I was thinking that you’d have a pool of imap processes waiting and being 
reused. Some state would be transferred between the imap-idle and imap 
processes. And it could work also for non-IDLEing idling connections. Then 
there needs to be some kind of a good balance of figuring out when to move 
connection to imap-idle to maximize the amount of time it’s there but also to 
minimize unnecessary CPU-wasting transfers.. Oh, and this would be possible 
also with multiple UIDs (although imap-idle might have to run as root then).

> What's so evil about client_limit > 1 besides requiring one uid, the indexer 
> polling I mentioned, and broken fcntl-style file locks?  Or is that enough?
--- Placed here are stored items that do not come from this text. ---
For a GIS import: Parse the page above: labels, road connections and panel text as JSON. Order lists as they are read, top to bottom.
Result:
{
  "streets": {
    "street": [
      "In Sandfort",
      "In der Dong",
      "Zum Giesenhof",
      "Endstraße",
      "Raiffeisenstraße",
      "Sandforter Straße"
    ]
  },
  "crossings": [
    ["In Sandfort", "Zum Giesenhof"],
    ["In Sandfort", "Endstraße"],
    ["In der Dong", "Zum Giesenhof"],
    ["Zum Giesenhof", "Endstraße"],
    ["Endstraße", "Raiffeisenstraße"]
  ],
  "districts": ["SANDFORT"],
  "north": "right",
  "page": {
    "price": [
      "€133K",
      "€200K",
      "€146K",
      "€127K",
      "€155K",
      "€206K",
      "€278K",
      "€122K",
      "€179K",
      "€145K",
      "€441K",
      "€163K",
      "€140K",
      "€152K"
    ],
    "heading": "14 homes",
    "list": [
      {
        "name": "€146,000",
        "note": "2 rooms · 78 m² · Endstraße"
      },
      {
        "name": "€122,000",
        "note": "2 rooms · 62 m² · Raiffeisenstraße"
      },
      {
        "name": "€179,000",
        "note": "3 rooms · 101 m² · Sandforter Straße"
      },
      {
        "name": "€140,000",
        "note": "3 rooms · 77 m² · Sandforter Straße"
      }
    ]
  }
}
Mainly that there are so many possible reasons for why imap process might 
block. It’s not possible to make all of them asynchronous. I guess getting rid 
of the longest waits could help, but I still wouldn’t dare to run that in 
production.



Re: [Dovecot] Full text search improvements

2013-12-02 Thread Mike Abbott
> Do you think [moving IMAP IDLE connections to a separate imap-idle process] 
> would work for you also?

Probably.  It always depends on the details.  Forking a new imap process every 
time there's a little input to read or output to send might perform poorly 
under load.  Having a pool of ready imap processes could help that, when the 
configuration permits (e.g. all mail owned by one uid).  It would be 
interesting to compare client_limit > 1 vs. an idle connection aggregator.

What's so evil about client_limit > 1 besides requiring one uid, the indexer 
polling I mentioned, and broken fcntl-style file locks?  Or is that enough?


Re: [Dovecot] Full text search improvements

2013-12-02 Thread Gedalya

On 12/02/2013 02:41 PM, Timo Sirainen wrote:

Currently I’m thinking that most of the reasons for client_limit>1 can be 
avoided just by moving IMAP IDLE connections to a separate imap-idle process where 
they wait until they have more work to do. Do you think that would work for you 
also?
I was exactly thinking about the same thing.. I wanted to request this 
feature but I guess I was too shy to write about it :D
I think a special IDLE process would be a wonderful idea. I find that 
otherwise client_limit>1 doesn't really work. It gets especially 
annoying when a client with a large mailbox makes a process grow and it 
doesn't shrink back, is there some insight about that? And, after 
service_count is maxed out, you end up having lots of processes waiting 
for the last 1 or 2 IDLEing clients to quit, so your total number of 
processes is really much larger than total connections / client_limit.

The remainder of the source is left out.